HospitalInspections.org

Bringing transparency to federal inspections

795 MIDDLE STREET

FALL RIVER, MA 02721

No Description Available

Tag No.: A0287

Based on interviews and documentation review the Hospital investigation failed to identify that the Hospital's Policy and practice did not identify the process for ensuring the site marking was visible after draping (if applicable).

Findings included:

Observation of a procedure performed in the Pain Management Center during the survey determined that the site for the intended procedure was properly marked and was visible after draping. The time-out was performed with all members present and actively participating, including the patient (Patient #10) however, the time-out did not include members observing the site marking to ensure it was visible after draping.

Signage posted in the suite regarding the time-out process indicated that it was not the practice to include observation of the site marking to ensure it was visible after draping.

Nurse #1 was interviewed on 4/28/11 at 12:05 P.M. Nurse #1 said observation of the procedure site after draping to ensure the site marking was visible did not occur during the time-out process.

Review of the Hospital's Policy/Procedure titled Universal Protocol indicated that the site marking had to be visible after draping (if applicable) but did not indicate who was responsible or what step(s) were taken to ensure that occurred.
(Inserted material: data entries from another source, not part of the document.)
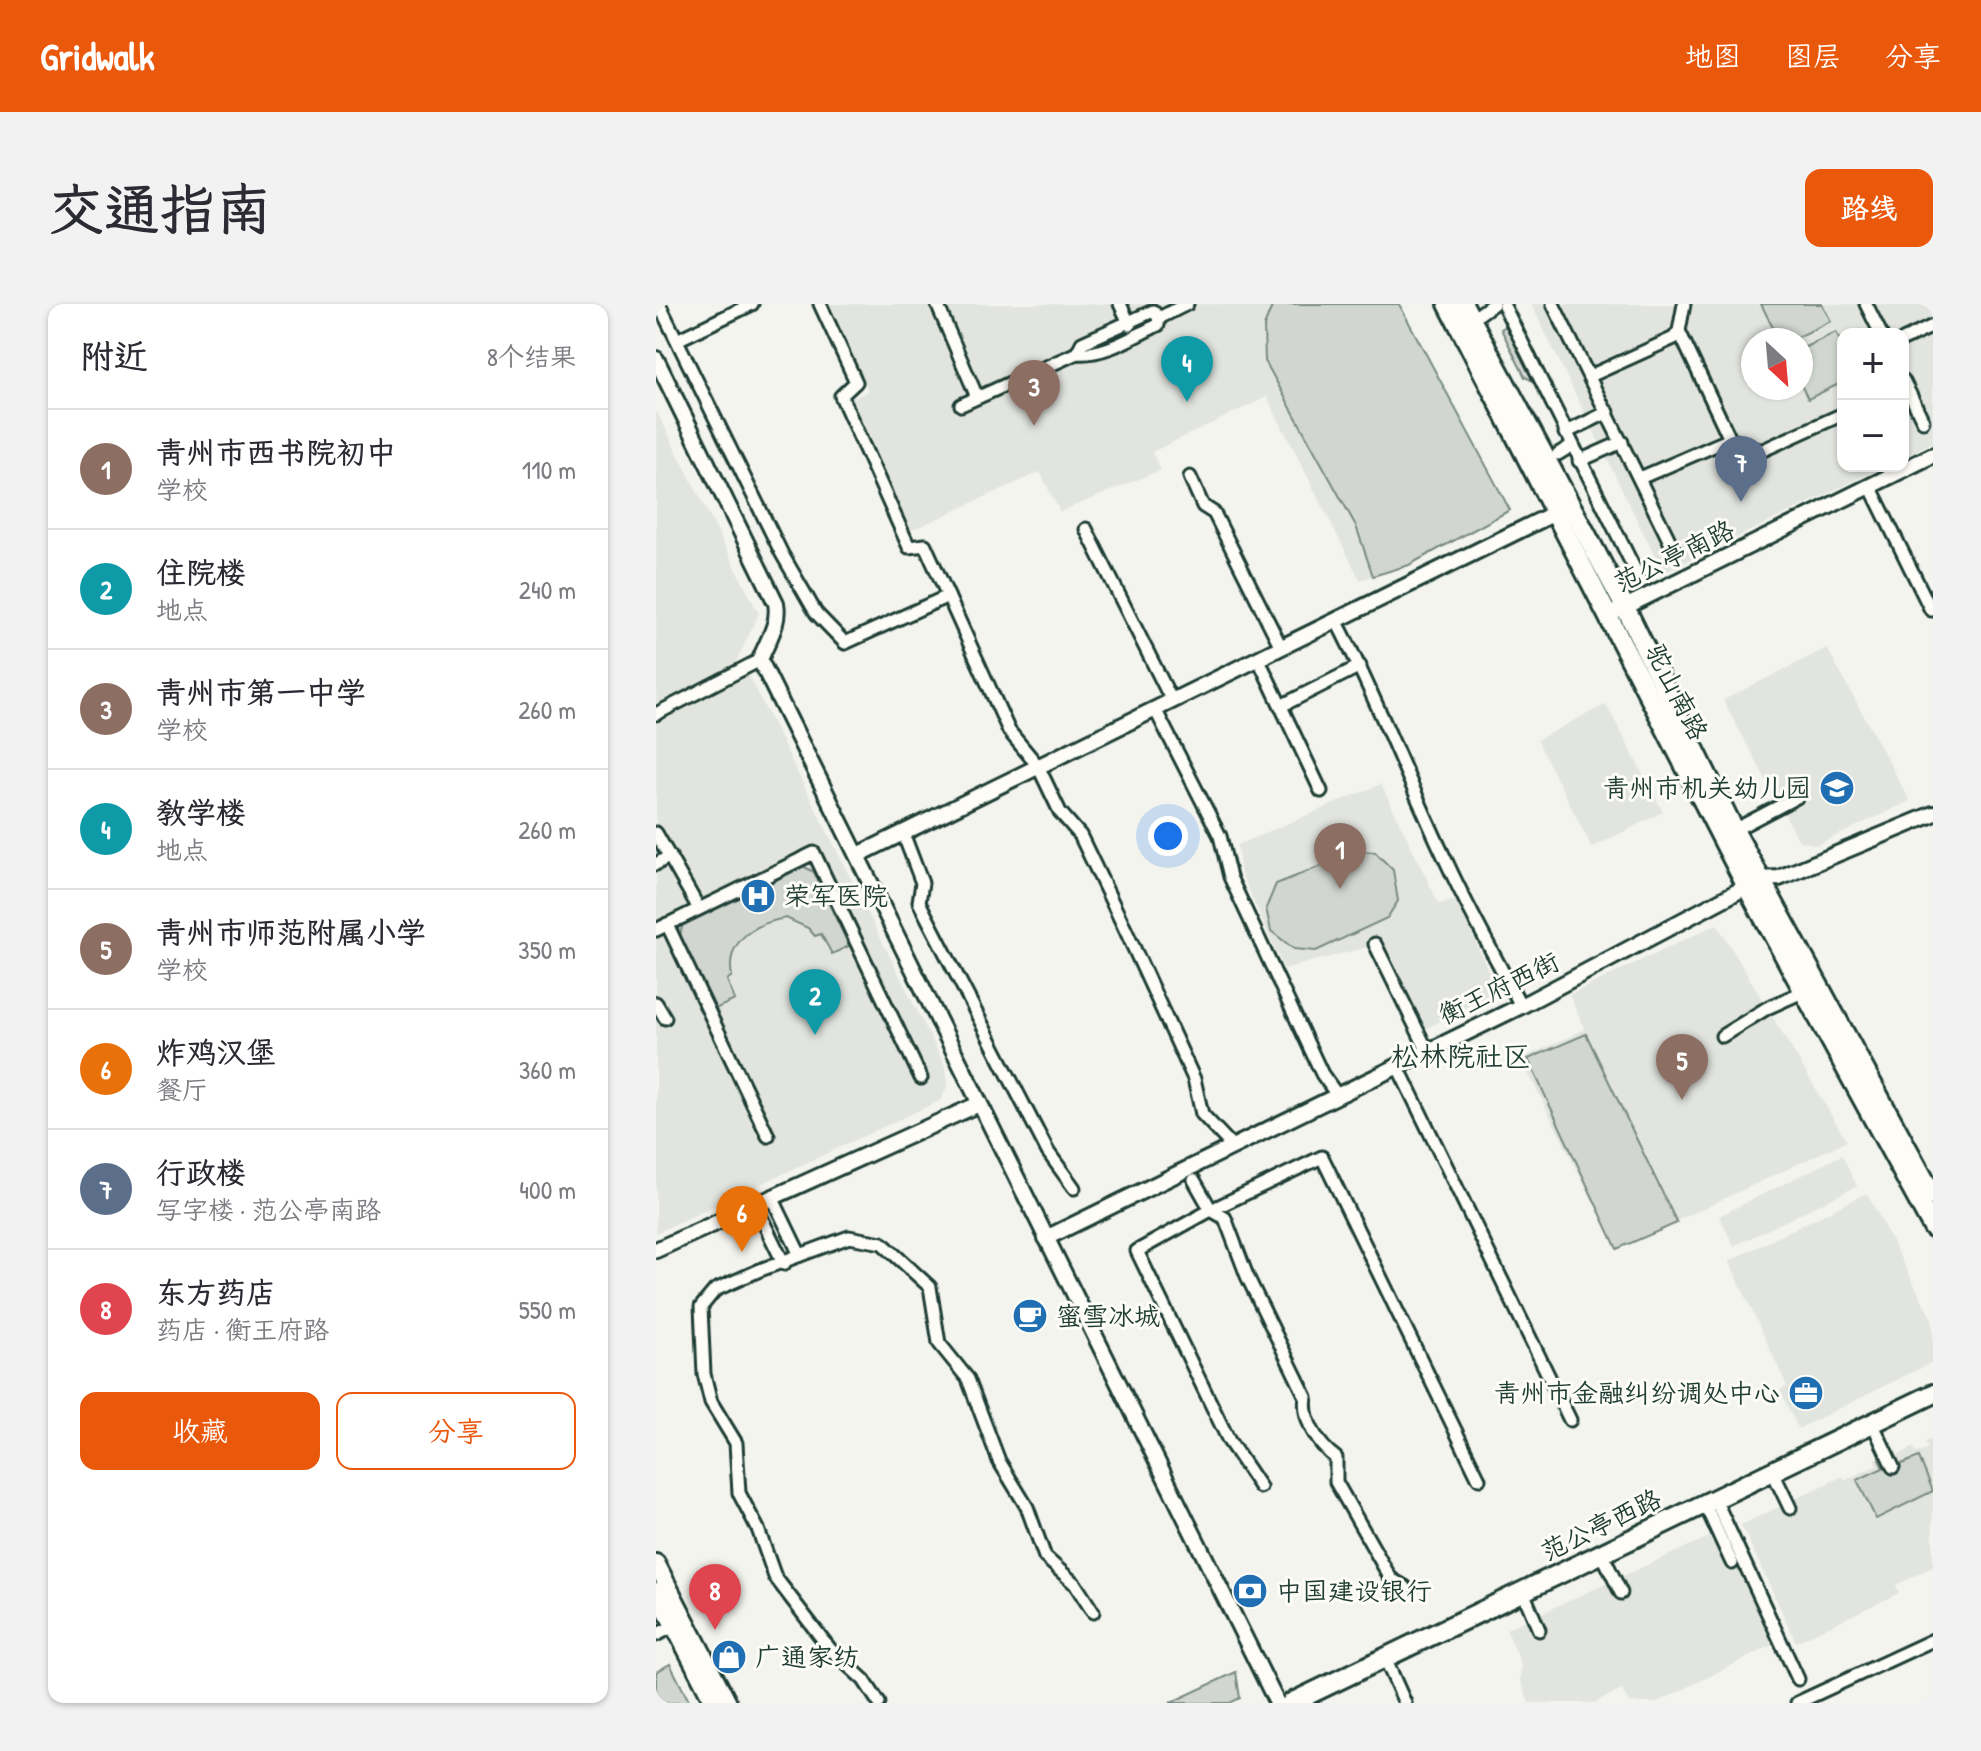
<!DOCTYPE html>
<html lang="zh">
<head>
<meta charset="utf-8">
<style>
  :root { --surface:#fff; --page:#f2f2f3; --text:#2b2b33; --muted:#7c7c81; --line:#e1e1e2; --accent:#ea580c }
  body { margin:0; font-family:"Patrick Hand","LXGW WenKai TC",sans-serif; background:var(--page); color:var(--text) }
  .controls { position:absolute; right:24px; top:24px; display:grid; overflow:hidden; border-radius:16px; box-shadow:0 2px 6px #0004 }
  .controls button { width:72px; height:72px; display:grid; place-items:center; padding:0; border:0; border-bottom:2px solid var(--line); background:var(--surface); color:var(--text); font:40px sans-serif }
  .compass { position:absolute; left:1085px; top:24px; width:72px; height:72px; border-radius:50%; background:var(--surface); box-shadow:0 2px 6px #0004; rotate:154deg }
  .you { position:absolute; left:512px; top:532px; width:28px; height:28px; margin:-20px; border:6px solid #fff; border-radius:50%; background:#1a73e8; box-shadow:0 0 0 12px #1a73e833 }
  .badge { display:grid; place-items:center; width:52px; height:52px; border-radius:50%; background:var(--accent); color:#fff; font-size:26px; font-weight:700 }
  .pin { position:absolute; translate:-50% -66px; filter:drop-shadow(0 2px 4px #0008) }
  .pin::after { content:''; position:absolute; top:42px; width:28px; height:24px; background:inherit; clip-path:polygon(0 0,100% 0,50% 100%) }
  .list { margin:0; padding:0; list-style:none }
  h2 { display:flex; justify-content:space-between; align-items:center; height:104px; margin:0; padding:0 32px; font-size:34px }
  h2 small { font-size:26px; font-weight:400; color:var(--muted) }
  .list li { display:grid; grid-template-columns:52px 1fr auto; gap:24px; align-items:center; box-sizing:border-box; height:120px; padding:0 32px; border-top:2px solid var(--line) }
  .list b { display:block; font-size:30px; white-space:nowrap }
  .list p { margin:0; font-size:26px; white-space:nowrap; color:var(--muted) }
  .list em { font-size:26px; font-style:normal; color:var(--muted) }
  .actions { display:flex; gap:16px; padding:24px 32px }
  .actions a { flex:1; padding:18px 0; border:2px solid var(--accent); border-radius:16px; text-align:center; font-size:28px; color:var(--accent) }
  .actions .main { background:var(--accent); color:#fff }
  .map { position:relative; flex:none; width:1277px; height:1399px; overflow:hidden; border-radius:16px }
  header { display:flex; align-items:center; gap:48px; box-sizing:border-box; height:112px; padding:0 40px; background:var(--accent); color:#fff }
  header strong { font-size:38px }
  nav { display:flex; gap:44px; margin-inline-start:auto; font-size:28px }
  .intro { display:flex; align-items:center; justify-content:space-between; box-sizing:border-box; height:192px; padding:0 48px }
  h1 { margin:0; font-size:56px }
  .button { padding:20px 36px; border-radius:16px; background:var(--accent); color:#fff; font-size:28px; font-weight:700 }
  main { display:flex; gap:48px; padding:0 48px }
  aside { flex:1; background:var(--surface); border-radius:16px; box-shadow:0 2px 6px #0004 }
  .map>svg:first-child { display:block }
  .built { fill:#e2e5df; fill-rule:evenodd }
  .green { fill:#d1d6d1; stroke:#788a82; stroke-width:2 }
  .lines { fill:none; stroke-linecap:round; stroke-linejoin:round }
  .minor-casing { stroke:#1f3d34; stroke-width:17 }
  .tertiary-casing { stroke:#1f3d34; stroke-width:20 }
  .secondary-casing { stroke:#1f3d34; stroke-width:22 }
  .primary-casing { stroke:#1f3d34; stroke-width:24 }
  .minor { stroke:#fdfcf7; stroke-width:11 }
  .tertiary { stroke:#fdfcf7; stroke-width:14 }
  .secondary { stroke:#fdfcf7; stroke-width:16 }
  .primary { stroke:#fdfcf7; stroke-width:18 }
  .labels { text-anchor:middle; stroke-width:6; stroke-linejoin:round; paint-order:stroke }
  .street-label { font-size:26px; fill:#1f3d34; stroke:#fdfcf7 }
  .poi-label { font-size:26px; fill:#1f3d34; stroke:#fdfcf7; text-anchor:start }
  .neighbourhood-label { font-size:28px; fill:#1f3d34; stroke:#fdfcf7 }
</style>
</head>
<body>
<header>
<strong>Gridwalk</strong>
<nav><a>地图</a><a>图层</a><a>分享</a></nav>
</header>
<div class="intro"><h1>交通指南</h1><a class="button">路线</a></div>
<main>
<aside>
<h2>附近<small>8个结果</small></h2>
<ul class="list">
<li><span class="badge" style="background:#8d6e63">1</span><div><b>青州市西书院初中</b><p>学校</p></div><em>110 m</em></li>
<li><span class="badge" style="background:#0f9aa8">2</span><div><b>住院楼</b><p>地点</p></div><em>240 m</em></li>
<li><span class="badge" style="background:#8d6e63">3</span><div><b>青州市第一中学</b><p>学校</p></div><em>260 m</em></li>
<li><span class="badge" style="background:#0f9aa8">4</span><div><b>教学楼</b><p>地点</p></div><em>260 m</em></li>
<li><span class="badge" style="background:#8d6e63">5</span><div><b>青州市师范附属小学</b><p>学校</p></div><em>350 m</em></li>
<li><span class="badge" style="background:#e8710a">6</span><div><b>炸鸡汉堡</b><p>餐厅</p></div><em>360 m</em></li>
<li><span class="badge" style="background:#5c6f8a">7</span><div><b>行政楼</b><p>写字楼 · 范公亭南路</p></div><em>400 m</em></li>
<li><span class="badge" style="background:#e0444e">8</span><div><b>东方药店</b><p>药店 · 衡王府路</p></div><em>550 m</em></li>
</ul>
<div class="actions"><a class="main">收藏</a><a>分享</a></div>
</aside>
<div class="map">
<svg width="1277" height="1399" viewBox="0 0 1277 1399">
  <rect width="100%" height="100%" fill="#f4f4ef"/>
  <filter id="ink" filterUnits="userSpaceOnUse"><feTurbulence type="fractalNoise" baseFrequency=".0125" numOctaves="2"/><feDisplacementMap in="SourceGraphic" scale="16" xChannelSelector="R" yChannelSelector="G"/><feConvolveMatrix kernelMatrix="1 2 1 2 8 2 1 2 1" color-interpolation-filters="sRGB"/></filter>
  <g filter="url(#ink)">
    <g class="built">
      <path d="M172 0H743L854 206 753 261 704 276 611 93 496 148 505 166 404 208 384 168 252 228 194 96 212 87Z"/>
      <path d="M875 0H1277V138L1247 153V30H1187V162H1229L1007 269ZM1097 36H1145V84H1097Z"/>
      <path d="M0 106 103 310 79 360 0 402Z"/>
      <path d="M1171 344 1254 497 1161 541 1143 537 1067 396Z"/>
      <path d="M92 370 290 764 292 780 285 796 0 929V420Z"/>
      <path d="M950 400 1007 508 936 544 881 436Z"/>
      <path d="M725 480 783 600 801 596 841 686 768 726 728 639 628 665 585 569 581 541Z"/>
      <path d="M1061 620 1191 837 961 945 865 755 929 725 913 691Z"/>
      <path d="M1186 851 1201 882 1078 942 1063 912Z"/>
      <path d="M1211 889 1277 1017V1058L1142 1125 1124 1086 1131 1082 1073 957Z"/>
      <path d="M1277 1134V1263L1240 1281 1243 1289 1140 1338 1085 1221 1187 1172 1189 1176 1221 1161 1218 1155 1239 1145 1242 1151 1258 1143 1261 1149 1266 1147 1272 1144 1269 1138Z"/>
      <path d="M1068 1226 1121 1339 1000 1399H973L966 1386 938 1399H873L864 1375 865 1360 850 1325Z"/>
    </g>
    <g class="green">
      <path d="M617 0H743L854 206 753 261 717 272 700 222 609 57 608 22Z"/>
      <path d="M1105 0H1166L1175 17 1136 36H1123Z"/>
      <path d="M853 20 878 70 879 78 869 73 845 25Z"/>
      <path d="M1180 28 1187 42V78L1152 95 1145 81V45Z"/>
      <path d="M703 547 719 548 737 566 742 597 731 614 660 647 638 645 615 627 610 604 620 580Z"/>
      <path d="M145 561 158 568 193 642 176 650 165 630 159 632 152 624 130 614C100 619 69 636 76 672L71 676 79 696 59 705 24 632 27 618Z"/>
      <path d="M930 730 1021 919 961 945 872 755Z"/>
      <path d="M1236 1149 1243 1161 1263 1153 1277 1187 1220 1215 1201 1176 1227 1164 1223 1155Z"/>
      <path d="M14 1360 34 1399H0V1368Z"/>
      <path d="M580 1368 584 1394 574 1399H514Z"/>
    </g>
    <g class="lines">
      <defs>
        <g id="minor">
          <path d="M3 0 126 250 160 309 189 339 292 292"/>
          <path d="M164 0 200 78 185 92 253 243 269 241 353 427 382 462 404 508 424 531 470 627 538 775 546 810 576 842"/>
          <path d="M281 0 321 93"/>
          <path d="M464 0 474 21"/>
          <path d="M897 0 1018 246"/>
          <path d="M1210 0 1225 30"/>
          <path d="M848 2 982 272"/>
          <path d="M815 16 837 0"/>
          <path d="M1023 27 1074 135"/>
          <path d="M21 36 96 0"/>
          <path d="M1247 36 1277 22"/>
          <path d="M421 49 426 39 497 7 503 14"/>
          <path d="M934 72 1018 34 1023 27 1028 0"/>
          <path d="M1247 76 1267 117"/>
          <path d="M305 101 421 49C448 52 478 32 502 21L503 14 531 0"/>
          <path d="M909 129 952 108"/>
          <path d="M902 150 915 142"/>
          <path d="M923 157 966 138"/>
          <path d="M534 173 547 202 558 209 625 343"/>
          <path d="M984 174 1074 135 1105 147 1187 110"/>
          <path d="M1214 182 1275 306"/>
          <path d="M430 225 516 397"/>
          <path d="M680 316C722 396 753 480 792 561 814 609 841 656 865 702"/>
          <path d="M602 354 665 487"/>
          <path d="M625 402 704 362"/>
          <path d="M499 405 564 532 574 573 666 770 681 791"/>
          <path d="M0 410 104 356"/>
          <path d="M1078 526 1141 493"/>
          <path d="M0 529 42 603"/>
          <path d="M247 529 266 579 263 598 392 848 418 884"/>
          <path d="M0 560 14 552"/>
          <path d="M11 620 112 832"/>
          <path d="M0 626 158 549 265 774"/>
          <path d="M719 640 771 746"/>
          <path d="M0 699 9 714"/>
          <path d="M1066 732 1111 704 1151 686"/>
          <path d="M741 761 914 1116"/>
          <path d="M538 876 555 906 569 914 591 972 650 1093C646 1115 662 1141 680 1154V1178L735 1275 749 1283"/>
          <path d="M116 893 144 951"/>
          <path d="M99 901 128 960"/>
          <path d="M1221 1129 1237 1163"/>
          <path d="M1121 1177 1134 1204"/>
          <path d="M604 1183 573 1137 481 947 555 906 666 853 823 1175"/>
          <path d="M1063 1204 1142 1375"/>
          <path d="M1053 1209 1076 1259"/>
          <path d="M950 1258 965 1289"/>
          <path d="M870 1295 883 1326"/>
          <path d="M0 1331 18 1322"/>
          <path d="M732 1361 749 1399"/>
          <path d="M223 1399 208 1376 174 1345 119 1273 102 1225 83 1189 80 1139 55 1098 48 1070 45 1003 59 986 104 966 193 933 226 939 274 983 283 1039 312 1075 343 1157 371 1203 389 1253 419 1280 437 1308"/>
          <path d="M1141 1399 1277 1336"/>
        </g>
        <g id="tertiary">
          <path d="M0 55 120 299C124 320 111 337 104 356L621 1399"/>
          <path d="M961 307 1277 151"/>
          <path d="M202 551 905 206"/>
          <path d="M390 934 865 702 1105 575 1123 574 1277 510"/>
          <path d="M0 946 323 800"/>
        </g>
        <g id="secondary">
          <path d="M0 1259 72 1399"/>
          <path d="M0 1287 58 1399"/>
        </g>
        <g id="primary">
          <path d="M792 0 1091 583 1277 924"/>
          <path d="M807 0 969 303 1078 526 1277 892"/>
          <path d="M635 1399 1277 1090"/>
        </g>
      </defs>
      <use href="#minor" class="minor-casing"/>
      <use href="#tertiary" class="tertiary-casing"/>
      <use href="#secondary" class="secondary-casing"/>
      <use href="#primary" class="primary-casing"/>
      <use href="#minor" class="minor"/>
      <use href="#tertiary" class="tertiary"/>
      <use href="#secondary" class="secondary"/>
      <use href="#primary" class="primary"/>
    </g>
  </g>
  <defs>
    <symbol id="school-disc" viewBox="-11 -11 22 22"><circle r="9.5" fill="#1f6fb2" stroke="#fdfcf7"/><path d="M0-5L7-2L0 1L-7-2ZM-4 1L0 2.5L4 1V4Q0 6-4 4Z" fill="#fff"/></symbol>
    <symbol id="hospital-disc" viewBox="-11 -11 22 22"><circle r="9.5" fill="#1f6fb2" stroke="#fdfcf7"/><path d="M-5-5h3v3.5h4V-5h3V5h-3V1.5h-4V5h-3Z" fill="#fff"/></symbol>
    <symbol id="cafe-disc" viewBox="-11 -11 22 22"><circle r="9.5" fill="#1f6fb2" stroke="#fdfcf7"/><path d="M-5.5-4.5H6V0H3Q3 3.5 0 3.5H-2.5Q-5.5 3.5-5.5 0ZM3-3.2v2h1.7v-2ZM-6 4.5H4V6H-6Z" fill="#fff"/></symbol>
    <symbol id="office-disc" viewBox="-11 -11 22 22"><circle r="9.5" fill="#1f6fb2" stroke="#fdfcf7"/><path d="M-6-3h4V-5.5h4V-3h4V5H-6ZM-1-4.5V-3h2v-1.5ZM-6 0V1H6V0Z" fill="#fff"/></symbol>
    <symbol id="bank-disc" viewBox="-11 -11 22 22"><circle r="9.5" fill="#1f6fb2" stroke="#fdfcf7"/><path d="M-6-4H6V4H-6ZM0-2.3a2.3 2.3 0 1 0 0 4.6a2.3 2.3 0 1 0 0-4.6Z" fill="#fff"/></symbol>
    <symbol id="shop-disc" viewBox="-11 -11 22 22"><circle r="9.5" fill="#1f6fb2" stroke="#fdfcf7"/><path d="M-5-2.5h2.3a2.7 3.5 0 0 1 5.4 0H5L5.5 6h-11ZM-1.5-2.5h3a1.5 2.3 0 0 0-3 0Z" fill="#fff"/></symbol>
  </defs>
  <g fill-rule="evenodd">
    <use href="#school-disc" x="1161" y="464" width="40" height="40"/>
    <use href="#hospital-disc" x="82" y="572" width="40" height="40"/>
    <use href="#cafe-disc" x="354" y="992" width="40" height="40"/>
    <use href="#office-disc" x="1130" y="1069" width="40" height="40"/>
    <use href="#bank-disc" x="574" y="1267" width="40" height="40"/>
    <use href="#shop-disc" x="53" y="1333" width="40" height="40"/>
  </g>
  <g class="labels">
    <g class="street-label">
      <text transform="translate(1018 252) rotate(-26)" y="9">范公亭南路</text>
      <text transform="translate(1021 388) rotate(63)" y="9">驼山南路</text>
      <text transform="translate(843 684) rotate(-26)" y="9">衡王府西街</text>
      <text transform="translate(945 1221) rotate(-26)" y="9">范公亭西路</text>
    </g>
    <g class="poi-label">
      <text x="1155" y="493" text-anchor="end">青州市机关幼儿园</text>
      <text x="128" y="601">荣军医院</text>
      <text x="400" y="1021">蜜雪冰城</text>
      <text x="1124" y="1098" text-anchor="end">青州市金融纠纷调处中心</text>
      <text x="620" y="1296">中国建设银行</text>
      <text x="99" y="1362">广通家纺</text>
    </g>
    <g class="neighbourhood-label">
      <text x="805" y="762">松林院社区</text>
    </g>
  </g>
</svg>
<div class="controls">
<button>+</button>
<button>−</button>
</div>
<svg class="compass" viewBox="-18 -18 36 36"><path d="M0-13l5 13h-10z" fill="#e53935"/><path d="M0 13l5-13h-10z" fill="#7c7c81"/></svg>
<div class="you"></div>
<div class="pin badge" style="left:684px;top:585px;background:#8d6e63">1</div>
<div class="pin badge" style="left:159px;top:731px;background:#0f9aa8">2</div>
<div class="pin badge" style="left:378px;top:122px;background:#8d6e63">3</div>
<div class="pin badge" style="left:531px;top:98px;background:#0f9aa8">4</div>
<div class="pin badge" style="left:1026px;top:796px;background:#8d6e63">5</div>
<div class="pin badge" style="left:86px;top:948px;background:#e8710a">6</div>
<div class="pin badge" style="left:1085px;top:198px;background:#5c6f8a">7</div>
<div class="pin badge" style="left:59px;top:1326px;background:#e0444e">8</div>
</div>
</main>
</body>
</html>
The Hospital conducted an investigation following a wrong side procedure. The Investigation did not identify that the Hospital's Policy and practice did not identify how it was ensured that site marking was visible after draping (if applicable).

PATIENT SAFETY

Tag No.: A0286

Based on interviews and documentation review the Hospital investigation failed to identify that the Hospital's Policy and practice did not identify the process for ensuring the site marking was visible after draping (if applicable).

Findings included:

Observation of a procedure performed in the Pain Management Center during the survey determined that the site for the intended procedure was properly marked and was visible after draping. The time-out was performed with all members present and actively participating, including the patient (Patient #10) however, the time-out did not include members observing the site marking to ensure it was visible after draping.

Signage posted in the suite regarding the time-out process indicated that it was not the practice to include observation of the site marking to ensure it was visible after draping.

Nurse #1 was interviewed on 4/28/11 at 12:05 P.M. Nurse #1 said observation of the procedure site after draping to ensure the site marking was visible did not occur during the time-out process.

Review of the Hospital's Policy/Procedure titled Universal Protocol indicated that the site marking had to be visible after draping (if applicable) but did not indicate who was responsible or what step(s) were taken to ensure that occurred.

The Hospital conducted an investigation following a wrong side procedure. The Investigation did not identify that the Hospital's Policy and practice did not identify how it was ensured that site marking was visible after draping (if applicable).